» ABOUT THIS EXERCISE
Your reply should hold only the lines from the records below where "readable" occurs.

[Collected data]
--- START ---
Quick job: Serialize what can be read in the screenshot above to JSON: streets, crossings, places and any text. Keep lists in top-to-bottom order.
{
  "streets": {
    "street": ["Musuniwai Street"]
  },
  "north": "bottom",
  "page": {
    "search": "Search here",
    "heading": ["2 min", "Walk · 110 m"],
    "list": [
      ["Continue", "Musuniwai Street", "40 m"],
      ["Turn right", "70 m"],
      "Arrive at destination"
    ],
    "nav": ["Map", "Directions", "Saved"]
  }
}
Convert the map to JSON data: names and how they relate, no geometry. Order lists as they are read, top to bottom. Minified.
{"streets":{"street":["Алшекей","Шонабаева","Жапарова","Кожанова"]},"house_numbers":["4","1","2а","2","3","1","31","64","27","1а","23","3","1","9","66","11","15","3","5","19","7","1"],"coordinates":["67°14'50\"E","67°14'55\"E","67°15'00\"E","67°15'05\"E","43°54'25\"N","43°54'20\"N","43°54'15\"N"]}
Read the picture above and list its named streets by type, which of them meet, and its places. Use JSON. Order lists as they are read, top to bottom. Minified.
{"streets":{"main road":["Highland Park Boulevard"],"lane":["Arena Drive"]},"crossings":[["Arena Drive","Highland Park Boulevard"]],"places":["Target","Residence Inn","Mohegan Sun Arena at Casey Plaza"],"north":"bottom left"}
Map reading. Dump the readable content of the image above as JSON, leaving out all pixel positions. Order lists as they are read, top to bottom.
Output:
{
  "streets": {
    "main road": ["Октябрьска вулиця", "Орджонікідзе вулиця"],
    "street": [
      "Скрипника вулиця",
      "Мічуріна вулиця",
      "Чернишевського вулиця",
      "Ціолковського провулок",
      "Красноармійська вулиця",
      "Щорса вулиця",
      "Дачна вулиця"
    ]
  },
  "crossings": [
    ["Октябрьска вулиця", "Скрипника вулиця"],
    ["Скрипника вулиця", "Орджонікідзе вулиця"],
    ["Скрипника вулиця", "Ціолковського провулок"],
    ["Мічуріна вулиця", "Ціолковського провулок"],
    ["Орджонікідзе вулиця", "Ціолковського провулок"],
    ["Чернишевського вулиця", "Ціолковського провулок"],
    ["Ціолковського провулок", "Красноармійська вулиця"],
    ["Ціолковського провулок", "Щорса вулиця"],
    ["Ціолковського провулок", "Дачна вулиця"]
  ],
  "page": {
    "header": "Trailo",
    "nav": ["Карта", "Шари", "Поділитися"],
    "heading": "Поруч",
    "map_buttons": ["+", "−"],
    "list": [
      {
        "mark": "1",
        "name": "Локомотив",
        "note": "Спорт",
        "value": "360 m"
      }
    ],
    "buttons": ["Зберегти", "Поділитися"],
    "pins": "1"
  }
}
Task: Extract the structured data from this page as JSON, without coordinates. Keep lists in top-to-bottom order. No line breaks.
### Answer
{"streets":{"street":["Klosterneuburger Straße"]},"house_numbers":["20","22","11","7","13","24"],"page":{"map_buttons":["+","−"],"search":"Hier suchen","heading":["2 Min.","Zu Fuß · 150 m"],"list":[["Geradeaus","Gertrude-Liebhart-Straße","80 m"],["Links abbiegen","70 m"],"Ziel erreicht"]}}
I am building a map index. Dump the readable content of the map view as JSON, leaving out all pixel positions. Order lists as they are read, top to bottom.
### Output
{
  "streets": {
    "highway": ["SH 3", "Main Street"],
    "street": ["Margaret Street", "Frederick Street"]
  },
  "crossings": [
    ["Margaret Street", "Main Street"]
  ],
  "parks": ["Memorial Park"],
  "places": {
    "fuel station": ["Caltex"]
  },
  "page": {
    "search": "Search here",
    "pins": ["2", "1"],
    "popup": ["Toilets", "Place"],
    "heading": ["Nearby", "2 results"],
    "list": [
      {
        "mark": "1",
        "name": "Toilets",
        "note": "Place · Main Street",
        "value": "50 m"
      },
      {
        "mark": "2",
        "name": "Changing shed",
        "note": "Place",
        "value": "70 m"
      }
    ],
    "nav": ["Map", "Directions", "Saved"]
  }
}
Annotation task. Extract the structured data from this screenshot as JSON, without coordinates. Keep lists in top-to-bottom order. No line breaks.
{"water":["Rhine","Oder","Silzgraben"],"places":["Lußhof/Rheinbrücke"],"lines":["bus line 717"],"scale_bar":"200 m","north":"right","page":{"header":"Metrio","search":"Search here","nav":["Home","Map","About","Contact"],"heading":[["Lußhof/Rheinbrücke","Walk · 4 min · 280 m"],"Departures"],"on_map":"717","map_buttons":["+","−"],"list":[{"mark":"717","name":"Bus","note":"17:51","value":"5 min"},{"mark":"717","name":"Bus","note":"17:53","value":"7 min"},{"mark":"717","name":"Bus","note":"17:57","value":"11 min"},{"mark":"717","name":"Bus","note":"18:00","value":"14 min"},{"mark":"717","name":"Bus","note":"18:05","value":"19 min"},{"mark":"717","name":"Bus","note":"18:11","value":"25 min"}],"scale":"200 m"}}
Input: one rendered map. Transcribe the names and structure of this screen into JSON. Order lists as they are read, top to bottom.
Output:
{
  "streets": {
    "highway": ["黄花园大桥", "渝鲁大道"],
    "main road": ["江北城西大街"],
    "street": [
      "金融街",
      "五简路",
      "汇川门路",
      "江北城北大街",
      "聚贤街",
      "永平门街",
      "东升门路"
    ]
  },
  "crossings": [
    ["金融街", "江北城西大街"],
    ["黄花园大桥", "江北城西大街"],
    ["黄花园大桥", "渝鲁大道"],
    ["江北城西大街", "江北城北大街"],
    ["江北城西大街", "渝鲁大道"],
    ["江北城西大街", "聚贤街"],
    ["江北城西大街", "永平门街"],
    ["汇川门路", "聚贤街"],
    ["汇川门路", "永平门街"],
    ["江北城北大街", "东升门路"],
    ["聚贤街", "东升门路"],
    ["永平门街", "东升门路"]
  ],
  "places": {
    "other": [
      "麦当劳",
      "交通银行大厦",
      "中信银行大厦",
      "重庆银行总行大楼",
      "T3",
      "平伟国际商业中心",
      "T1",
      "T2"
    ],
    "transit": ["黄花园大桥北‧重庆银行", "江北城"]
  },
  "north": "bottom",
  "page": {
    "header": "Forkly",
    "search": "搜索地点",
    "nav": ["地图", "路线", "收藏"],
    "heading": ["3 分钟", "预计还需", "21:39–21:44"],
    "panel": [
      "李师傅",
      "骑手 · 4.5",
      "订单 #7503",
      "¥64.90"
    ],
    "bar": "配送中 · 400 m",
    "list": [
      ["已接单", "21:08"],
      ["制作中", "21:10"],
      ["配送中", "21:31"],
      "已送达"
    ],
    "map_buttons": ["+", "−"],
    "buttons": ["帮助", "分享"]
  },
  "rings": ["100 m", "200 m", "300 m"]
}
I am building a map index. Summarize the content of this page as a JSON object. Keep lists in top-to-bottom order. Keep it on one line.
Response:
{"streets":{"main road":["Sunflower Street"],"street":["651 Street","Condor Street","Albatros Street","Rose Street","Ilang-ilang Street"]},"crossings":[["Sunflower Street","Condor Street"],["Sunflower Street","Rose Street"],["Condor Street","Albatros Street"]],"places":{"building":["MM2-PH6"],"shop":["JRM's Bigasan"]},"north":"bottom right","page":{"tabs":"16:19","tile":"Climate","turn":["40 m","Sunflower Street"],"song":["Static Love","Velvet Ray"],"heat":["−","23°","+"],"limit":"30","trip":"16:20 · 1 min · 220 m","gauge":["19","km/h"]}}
--- END ---
» SOLUTION TO THE EXERCISE
Map reading. Dump the readable content of the image above as JSON, leaving out all pixel positions. Order lists as they are read, top to bottom.
I am building a map index. Dump the readable content of the map view as JSON, leaving out all pixel positions. Order lists as they are read, top to bottom.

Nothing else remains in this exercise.